Go line by line through the records and tally those that include "Westock". Respond with the tally only.

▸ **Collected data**

:::

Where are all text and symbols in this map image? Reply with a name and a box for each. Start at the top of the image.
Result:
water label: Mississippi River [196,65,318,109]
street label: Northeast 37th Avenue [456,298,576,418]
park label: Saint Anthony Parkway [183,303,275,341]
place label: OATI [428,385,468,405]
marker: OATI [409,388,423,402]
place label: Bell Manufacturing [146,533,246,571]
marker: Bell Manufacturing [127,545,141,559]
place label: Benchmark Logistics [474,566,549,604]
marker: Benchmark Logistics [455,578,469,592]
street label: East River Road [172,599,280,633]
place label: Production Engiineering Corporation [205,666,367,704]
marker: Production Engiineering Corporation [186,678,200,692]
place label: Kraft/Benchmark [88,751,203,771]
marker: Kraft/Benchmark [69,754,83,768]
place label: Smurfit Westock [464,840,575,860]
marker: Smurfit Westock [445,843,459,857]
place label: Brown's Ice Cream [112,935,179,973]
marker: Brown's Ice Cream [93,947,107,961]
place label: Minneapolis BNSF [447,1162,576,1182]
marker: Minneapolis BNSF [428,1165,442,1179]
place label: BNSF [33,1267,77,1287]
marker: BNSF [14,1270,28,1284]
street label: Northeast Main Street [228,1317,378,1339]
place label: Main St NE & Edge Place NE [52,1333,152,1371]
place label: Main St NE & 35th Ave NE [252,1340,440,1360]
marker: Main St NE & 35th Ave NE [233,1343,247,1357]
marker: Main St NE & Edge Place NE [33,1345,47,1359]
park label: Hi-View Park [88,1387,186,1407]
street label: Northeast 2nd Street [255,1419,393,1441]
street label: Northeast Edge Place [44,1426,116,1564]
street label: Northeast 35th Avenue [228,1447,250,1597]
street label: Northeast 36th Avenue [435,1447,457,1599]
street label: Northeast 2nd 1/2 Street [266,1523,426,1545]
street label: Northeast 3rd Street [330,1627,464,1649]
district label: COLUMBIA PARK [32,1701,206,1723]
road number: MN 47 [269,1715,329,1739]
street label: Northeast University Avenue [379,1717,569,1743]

:::

▸ **Solution to the problem**
2